My own last chapter for the volume, ‘Transnational “LGBT” Politics after the Cold War and Implications for Gender History’, covers a set of political and social struggles which took further turns even as we were compiling the volume, with foreign responses to state homophobia/biphobia/transphobia in Russia often highlighting the kind of simplistic West/East divisions that east European scholars of sexuality, such as Robert Kulpa and Joanna Mizielinska, had already been criticising – just as global queer studies has often done from postcolonial perspectives. Centering struggles for trans recognition and health care as well as struggles for sexual rights in this post-Cold War period brings into view a question that historians of gender non-conformity before the 1990s would also do well to consider: how do historians know the gender of their historical subjects, and how do we do justice to the constructions of gender and sexuality that were present in subjects’ own place and time while accounting for the presence throughout history of people who today might be called trans?
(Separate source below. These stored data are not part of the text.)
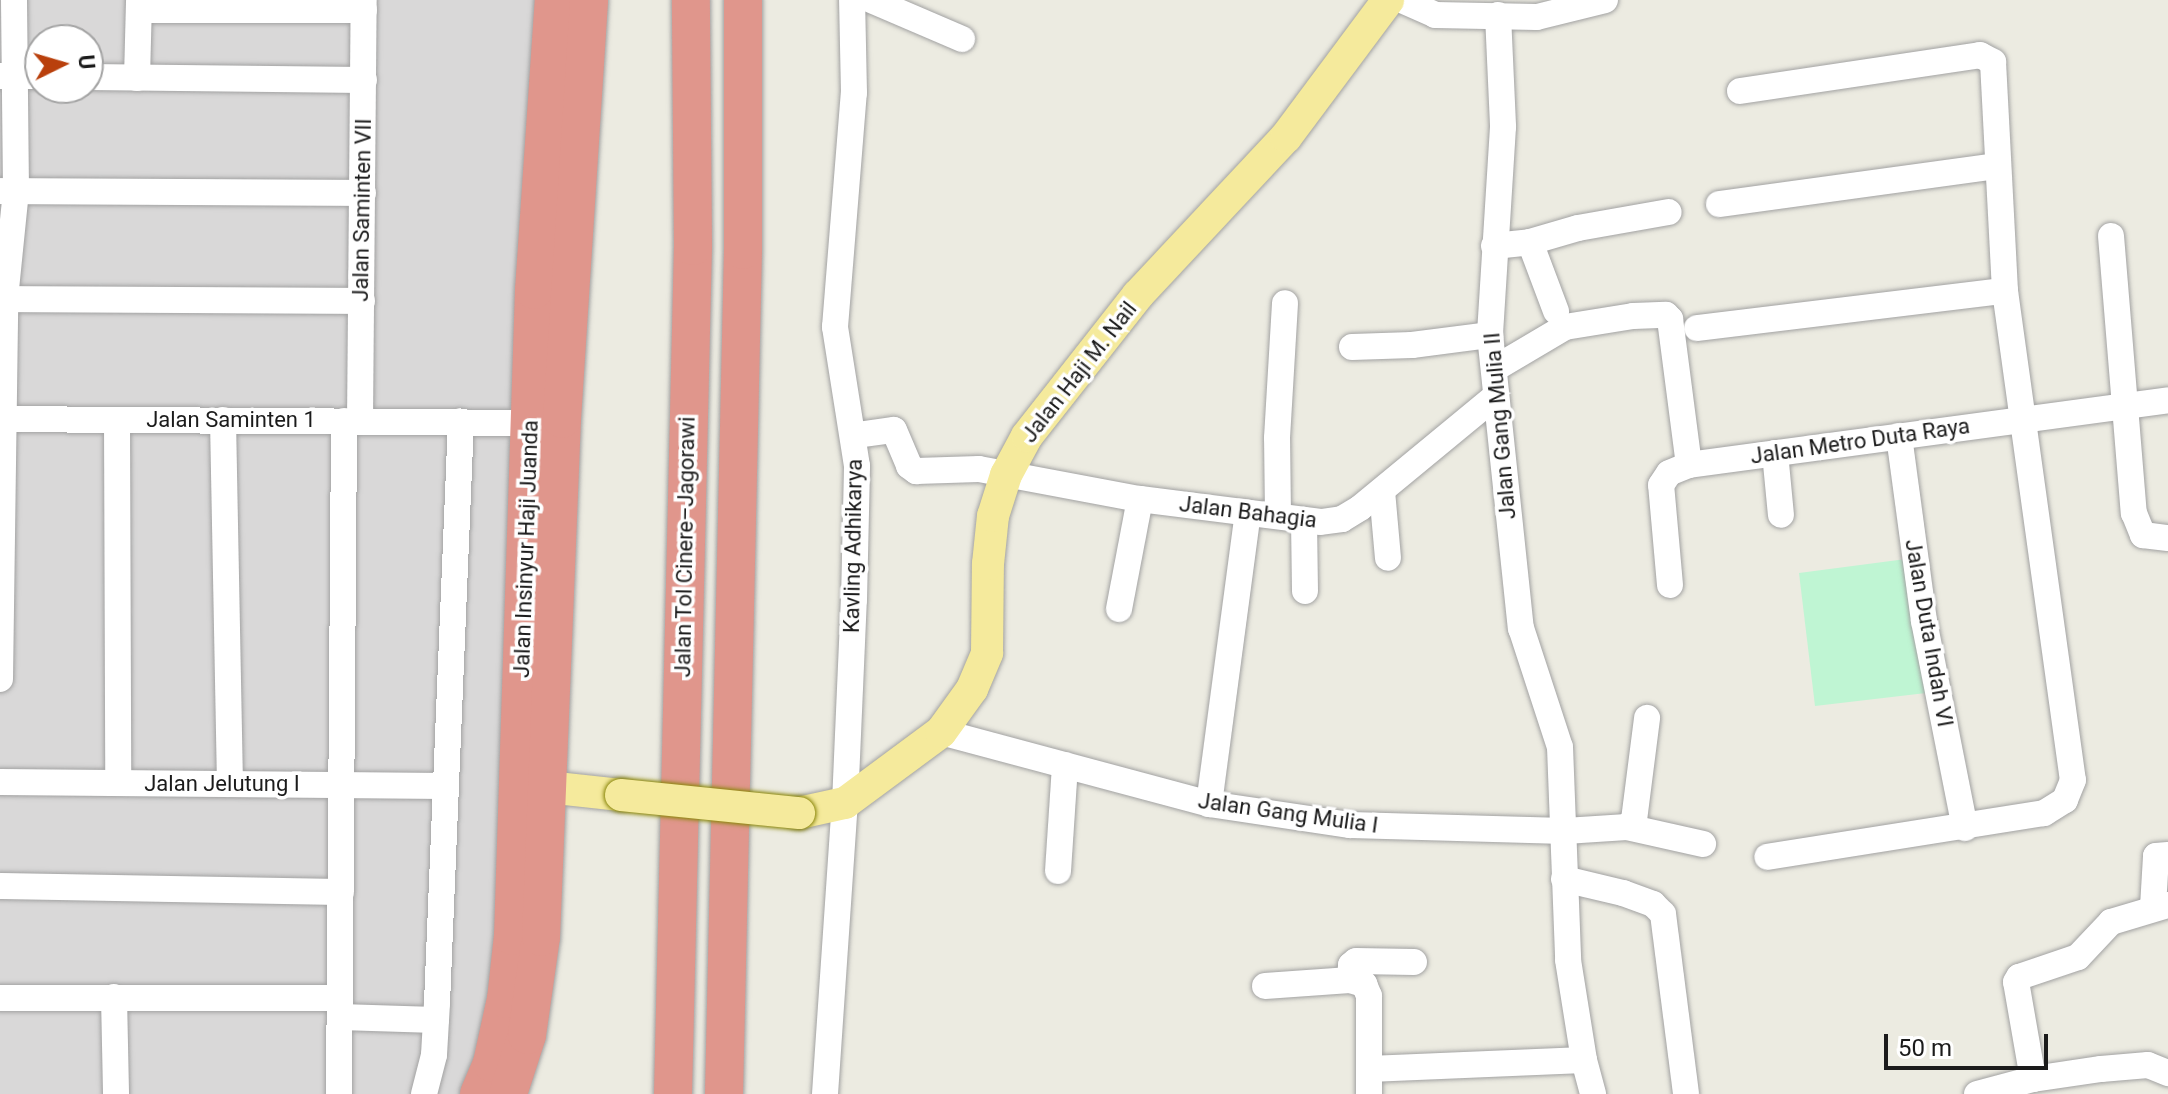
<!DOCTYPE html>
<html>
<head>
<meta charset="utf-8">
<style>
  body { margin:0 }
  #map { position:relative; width:2168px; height:1094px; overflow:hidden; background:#ecebe1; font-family:Roboto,sans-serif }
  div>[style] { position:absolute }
  .residential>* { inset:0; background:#d9d8d8 }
  .park>* { inset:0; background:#bff5d3 }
  .roads { filter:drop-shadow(0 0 2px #a2a2a2) drop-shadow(0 0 2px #a2a2a2) }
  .minor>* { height:26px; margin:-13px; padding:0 13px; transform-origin:13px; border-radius:13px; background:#fff }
  .major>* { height:32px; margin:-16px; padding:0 16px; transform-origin:16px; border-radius:16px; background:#f5ea9c }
  .highway>* { height:38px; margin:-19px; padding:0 19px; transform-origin:19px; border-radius:19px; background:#e0968c }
  .bridges { filter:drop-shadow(0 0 2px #898509) drop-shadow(0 0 2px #898509) }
  .major-bridge>* { height:32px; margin:-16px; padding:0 16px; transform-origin:16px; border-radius:16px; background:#f5ea9c }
  span { translate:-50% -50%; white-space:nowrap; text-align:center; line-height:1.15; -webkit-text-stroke:7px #fff; paint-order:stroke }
  .street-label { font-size:22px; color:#1b1b1b }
  .north { position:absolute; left:24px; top:24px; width:80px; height:80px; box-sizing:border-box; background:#fff; border:2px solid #a4a4a4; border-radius:50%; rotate:85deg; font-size:22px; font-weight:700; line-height:32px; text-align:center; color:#1b1b1b }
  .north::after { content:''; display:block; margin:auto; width:28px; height:36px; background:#b9400c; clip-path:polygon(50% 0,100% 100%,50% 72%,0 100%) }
  .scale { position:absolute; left:1884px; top:1034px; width:164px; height:36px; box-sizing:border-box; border:4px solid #1b1b1b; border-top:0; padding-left:10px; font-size:24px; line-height:28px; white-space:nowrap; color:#1b1b1b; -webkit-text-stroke:6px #fff; paint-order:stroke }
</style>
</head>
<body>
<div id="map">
  <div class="residential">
    <div style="clip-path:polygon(evenodd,0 0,552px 0,515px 937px,475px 1094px,0 1094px,0 0,40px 40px,88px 40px,88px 88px,40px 88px,40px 40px)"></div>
  </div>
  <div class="park">
    <div style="clip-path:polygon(1906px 559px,1926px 693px,1815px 706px,1799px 573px)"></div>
  </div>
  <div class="roads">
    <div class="minor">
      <div style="left:871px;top:0;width:99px;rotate:23.2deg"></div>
      <div style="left:1402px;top:0;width:36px;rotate:24deg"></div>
      <div style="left:1435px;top:15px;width:102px;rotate:1.1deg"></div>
      <div style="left:1537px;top:17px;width:70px;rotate:-14deg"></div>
      <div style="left:139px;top:10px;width:225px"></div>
      <div style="left:1498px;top:15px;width:112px;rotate:87.4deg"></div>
      <div style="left:1503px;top:127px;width:208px;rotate:93.6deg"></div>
      <div style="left:1490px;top:335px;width:295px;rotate:84deg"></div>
      <div style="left:1521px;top:628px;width:125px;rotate:71.9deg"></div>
      <div style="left:1560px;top:747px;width:213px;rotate:87.8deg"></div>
      <div style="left:1568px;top:960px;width:101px;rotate:80.9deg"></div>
      <div style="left:1584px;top:1060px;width:35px;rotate:75deg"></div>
      <div style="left:0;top:76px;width:40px"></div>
      <div style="left:88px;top:77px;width:276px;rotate:0.6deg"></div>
      <div style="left:137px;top:78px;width:78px;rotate:-88.5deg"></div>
      <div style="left:1740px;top:91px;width:243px;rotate:-8.5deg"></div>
      <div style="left:1980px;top:55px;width:15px;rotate:28deg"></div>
      <div style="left:1993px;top:62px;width:229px;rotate:87deg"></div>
      <div style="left:2005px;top:291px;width:494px;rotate:82.1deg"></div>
      <div style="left:2073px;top:780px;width:22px;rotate:112deg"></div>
      <div style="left:2065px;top:800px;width:25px;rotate:148deg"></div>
      <div style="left:2044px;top:813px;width:280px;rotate:171deg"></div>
      <div style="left:0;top:191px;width:363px;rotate:0.3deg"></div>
      <div style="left:1719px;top:204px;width:281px;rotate:-7.8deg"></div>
      <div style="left:2111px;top:236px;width:278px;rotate:85.3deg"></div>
      <div style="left:2134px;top:513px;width:24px;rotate:68deg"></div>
      <div style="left:2143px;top:535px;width:25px;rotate:7deg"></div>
      <div style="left:1530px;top:242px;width:74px;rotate:69.4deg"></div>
      <div style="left:1494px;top:246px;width:36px;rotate:-6deg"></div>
      <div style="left:1530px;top:242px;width:50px;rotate:-16.3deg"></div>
      <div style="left:1578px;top:228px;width:92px;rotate:-10deg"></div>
      <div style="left:0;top:299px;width:362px;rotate:0.3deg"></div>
      <div style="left:1697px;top:328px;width:310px;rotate:-6.9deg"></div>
      <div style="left:1352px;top:347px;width:60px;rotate:-1.9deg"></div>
      <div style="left:1412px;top:345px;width:79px;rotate:-7.3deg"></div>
      <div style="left:1494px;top:369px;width:82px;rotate:-30.6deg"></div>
      <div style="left:1565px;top:327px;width:69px;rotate:-9.2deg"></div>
      <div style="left:1633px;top:316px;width:33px;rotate:-2deg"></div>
      <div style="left:1666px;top:315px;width:6px;rotate:45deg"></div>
      <div style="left:1670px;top:319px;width:147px;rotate:82.6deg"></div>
      <div style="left:0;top:419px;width:530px;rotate:0.43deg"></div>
      <div style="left:117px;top:420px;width:363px;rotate:89.8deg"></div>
      <div style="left:223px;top:420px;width:364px;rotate:88.9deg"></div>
      <div style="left:360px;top:421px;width:421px;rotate:-89.5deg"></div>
      <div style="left:857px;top:435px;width:37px;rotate:-8deg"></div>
      <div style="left:894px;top:430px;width:39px;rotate:67deg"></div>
      <div style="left:909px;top:466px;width:9px;rotate:36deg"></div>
      <div style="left:916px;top:471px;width:63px;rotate:-1.8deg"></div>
      <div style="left:979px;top:469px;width:164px;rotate:10.6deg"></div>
      <div style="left:1140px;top:499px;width:182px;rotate:7.2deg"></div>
      <div style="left:1321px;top:522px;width:21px;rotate:-8deg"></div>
      <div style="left:1342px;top:519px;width:21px;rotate:-31deg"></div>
      <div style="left:1360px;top:508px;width:176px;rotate:-39.5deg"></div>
      <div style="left:1899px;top:436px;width:187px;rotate:82.3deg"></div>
      <div style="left:1924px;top:621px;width:211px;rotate:78.8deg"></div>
      <div style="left:1775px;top:453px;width:62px;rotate:84.5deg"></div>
      <div style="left:1382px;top:491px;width:67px;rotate:84.9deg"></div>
      <div style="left:1278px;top:516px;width:78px;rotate:-90.7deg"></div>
      <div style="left:1277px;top:438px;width:135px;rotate:-86.6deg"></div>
      <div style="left:1304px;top:520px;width:71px;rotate:89.2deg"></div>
      <div style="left:1670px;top:585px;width:100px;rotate:-95.1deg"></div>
      <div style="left:1661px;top:485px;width:14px;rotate:-56deg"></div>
      <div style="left:1669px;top:473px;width:22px;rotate:-22deg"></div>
      <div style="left:1689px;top:465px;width:483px;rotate:-7.7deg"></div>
      <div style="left:1119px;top:609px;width:112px;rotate:-79.2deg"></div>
      <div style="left:0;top:679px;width:380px;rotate:-89.2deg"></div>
      <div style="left:5px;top:299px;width:109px;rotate:-84.2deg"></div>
      <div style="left:16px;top:191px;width:191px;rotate:-90.6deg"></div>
      <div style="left:941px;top:732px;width:278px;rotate:15deg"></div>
      <div style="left:1209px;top:804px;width:143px;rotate:8.5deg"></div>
      <div style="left:1350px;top:825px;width:215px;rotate:1.6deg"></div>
      <div style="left:1565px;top:831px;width:62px;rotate:-3.7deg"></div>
      <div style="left:1627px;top:827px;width:10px;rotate:-45deg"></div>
      <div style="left:1634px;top:820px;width:103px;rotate:-82.7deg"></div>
      <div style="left:0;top:782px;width:445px;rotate:0.5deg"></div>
      <div style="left:1209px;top:804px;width:294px;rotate:-82.4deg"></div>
      <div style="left:1627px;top:827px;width:78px;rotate:12.6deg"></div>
      <div style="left:1058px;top:871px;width:106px;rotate:-86.2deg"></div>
      <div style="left:1564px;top:879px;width:61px;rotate:13.3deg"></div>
      <div style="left:1623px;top:893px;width:32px;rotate:20deg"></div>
      <div style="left:1653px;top:904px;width:14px;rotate:45deg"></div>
      <div style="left:1663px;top:914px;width:181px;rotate:82.7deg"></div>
      <div style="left:0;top:886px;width:341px;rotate:1deg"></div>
      <div style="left:2153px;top:907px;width:51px;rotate:-86.6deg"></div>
      <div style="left:2156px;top:856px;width:12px;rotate:-5deg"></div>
      <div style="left:1350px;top:980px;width:15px;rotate:-86deg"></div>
      <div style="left:1351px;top:965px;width:6px;rotate:-39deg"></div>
      <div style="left:1356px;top:961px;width:58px;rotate:1deg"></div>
      <div style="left:1265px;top:986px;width:85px;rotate:-4deg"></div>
      <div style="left:1350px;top:980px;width:15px;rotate:16deg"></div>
      <div style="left:1364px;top:984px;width:13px;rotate:67deg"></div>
      <div style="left:1369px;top:996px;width:73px;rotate:90deg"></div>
      <div style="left:1369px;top:1069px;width:215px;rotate:-2.4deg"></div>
      <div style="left:114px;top:997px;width:97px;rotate:88.8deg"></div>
      <div style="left:0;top:998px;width:340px"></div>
      <div style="left:340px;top:1017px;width:96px;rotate:1.8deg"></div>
      <div style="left:2033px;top:1079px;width:98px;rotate:-99.9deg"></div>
      <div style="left:2016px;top:982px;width:6px;rotate:-59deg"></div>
      <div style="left:2019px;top:977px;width:62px;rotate:-18.7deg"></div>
      <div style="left:2078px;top:957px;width:48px;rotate:-46.7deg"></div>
      <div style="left:2111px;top:922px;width:59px;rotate:-16.6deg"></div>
      <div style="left:339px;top:1094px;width:673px;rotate:-89.57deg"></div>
      <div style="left:424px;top:1094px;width:40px;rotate:-75.6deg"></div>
      <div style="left:434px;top:1055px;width:52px;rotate:-86.7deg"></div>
      <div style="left:437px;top:1003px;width:582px;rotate:-87.64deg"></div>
      <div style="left:825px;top:1094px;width:292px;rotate:-86.1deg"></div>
      <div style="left:845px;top:803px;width:203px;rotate:-87.5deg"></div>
      <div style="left:854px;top:600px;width:134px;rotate:-88.7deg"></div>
      <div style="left:857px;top:466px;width:141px;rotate:-99deg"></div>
      <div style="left:835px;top:327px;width:235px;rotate:-85.4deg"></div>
      <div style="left:854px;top:93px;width:93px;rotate:-91.2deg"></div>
      <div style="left:1369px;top:1094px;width:25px;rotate:-90deg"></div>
      <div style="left:1977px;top:1094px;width:58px;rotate:-15deg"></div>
      <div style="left:2033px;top:1079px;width:69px;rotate:-8.4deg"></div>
      <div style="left:2101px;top:1069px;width:47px;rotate:-4.9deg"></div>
      <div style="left:2148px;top:1065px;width:22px;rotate:22deg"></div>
    </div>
    <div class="major">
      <div style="left:547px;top:787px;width:74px;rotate:6.2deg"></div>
      <div style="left:799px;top:813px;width:47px;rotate:-12.3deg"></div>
      <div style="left:845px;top:803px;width:119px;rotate:-36.5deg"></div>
      <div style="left:941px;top:732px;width:53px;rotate:-54.2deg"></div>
      <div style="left:972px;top:689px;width:39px;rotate:-67deg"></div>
      <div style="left:987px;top:653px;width:89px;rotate:-89.4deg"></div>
      <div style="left:988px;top:564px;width:48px;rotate:-84.1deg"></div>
      <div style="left:993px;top:516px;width:43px;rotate:-72.4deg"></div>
      <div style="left:1006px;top:475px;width:44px;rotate:-61.7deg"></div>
      <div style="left:1027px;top:436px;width:179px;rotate:-51.8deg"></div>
      <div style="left:1138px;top:295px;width:216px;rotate:-46.9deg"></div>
      <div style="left:1286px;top:137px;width:171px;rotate:-53.3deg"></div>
    </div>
    <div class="highway">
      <div style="left:479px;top:1094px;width:34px;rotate:-67deg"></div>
      <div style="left:492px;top:1063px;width:66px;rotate:-77.7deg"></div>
      <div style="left:506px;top:999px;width:63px;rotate:-83.7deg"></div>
      <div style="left:513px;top:936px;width:646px;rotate:-88.14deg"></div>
      <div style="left:534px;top:290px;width:291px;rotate:-86.1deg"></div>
      <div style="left:508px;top:1094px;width:62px;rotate:-72.1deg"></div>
      <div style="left:527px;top:1035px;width:99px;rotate:-81.9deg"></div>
      <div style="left:541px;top:937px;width:518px;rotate:-87.68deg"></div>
      <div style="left:562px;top:419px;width:420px;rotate:-86.3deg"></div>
      <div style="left:673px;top:1094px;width:848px;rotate:-88.65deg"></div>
      <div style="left:693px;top:246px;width:246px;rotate:-90.5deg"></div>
      <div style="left:724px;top:1094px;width:844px;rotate:-88.71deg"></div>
      <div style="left:743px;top:250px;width:250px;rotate:-90deg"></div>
    </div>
  </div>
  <div class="bridges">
    <div class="major-bridge">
      <div style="left:621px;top:795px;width:179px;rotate:5.8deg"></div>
    </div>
  </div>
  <div class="street-label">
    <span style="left:362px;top:210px;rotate:-89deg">Jalan Saminten VII</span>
    <span style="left:1079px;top:372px;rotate:-52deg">Jalan Haji M. Nail</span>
    <span style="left:231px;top:420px">Jalan Saminten 1</span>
    <span style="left:1500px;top:426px;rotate:-95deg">Jalan Gang Mulia II</span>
    <span style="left:1860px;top:441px;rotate:-8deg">Jalan Metro Duta Raya</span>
    <span style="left:1248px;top:512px;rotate:7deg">Jalan Bahagia</span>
    <span style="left:853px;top:546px;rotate:-89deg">Kavling Adhikarya</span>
    <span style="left:685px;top:547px;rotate:-89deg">Jalan Tol Cinere–Jagorawi</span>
    <span style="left:526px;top:549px;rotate:-88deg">Jalan Insinyur Haji Juanda</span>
    <span style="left:1929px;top:633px;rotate:80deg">Jalan Duta Indah VI</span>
    <span style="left:222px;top:784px">Jalan Jelutung I</span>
    <span style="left:1288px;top:813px;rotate:8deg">Jalan Gang Mulia I</span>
  </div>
  <div class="north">U</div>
  <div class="scale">50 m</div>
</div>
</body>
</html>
I feel confident in saying that no previous volume on east European gender history has integrated sexual diversity and gender non-conformity with the breadth of this one: rather than just having ‘the LGBT chapter’, queer ways of being appear in multiple ways across the century, as of course they have. We could have had even more. As well as regretting the many excellent proposals I had to turn down because they were harder to balance into a table of contents or closely matched a proposal I knew I needed to include because of another innovation it had made, the field of east European and post/Soviet gender studies has developed even further since the end of the 2000s that I’ve heard so many excellent presentations at ASEEES and other conferences and thought ‘If only they’d done this research a couple of years earlier it could have been perfect for the volume’. If I were planning the volume now, there are more themes I’d want to seek out somebody to cover – in particular, I wish now the volume had had a chapter on race and the ‘global Cold War’, and there’s a much wider range of people working on this than there used to be.
In the meantime, I hope everything this volume does achieve will inspire historians of gender inside and outside the region to ask some new questions; to carry on connecting Eastern Europe and the ex-USSR with how their colleagues study gender around the rest of the globe; and to suggest how knowledge and theory about gender relations grounded in evidence from the region can also inform studies and understandings of gender politics elsewhere.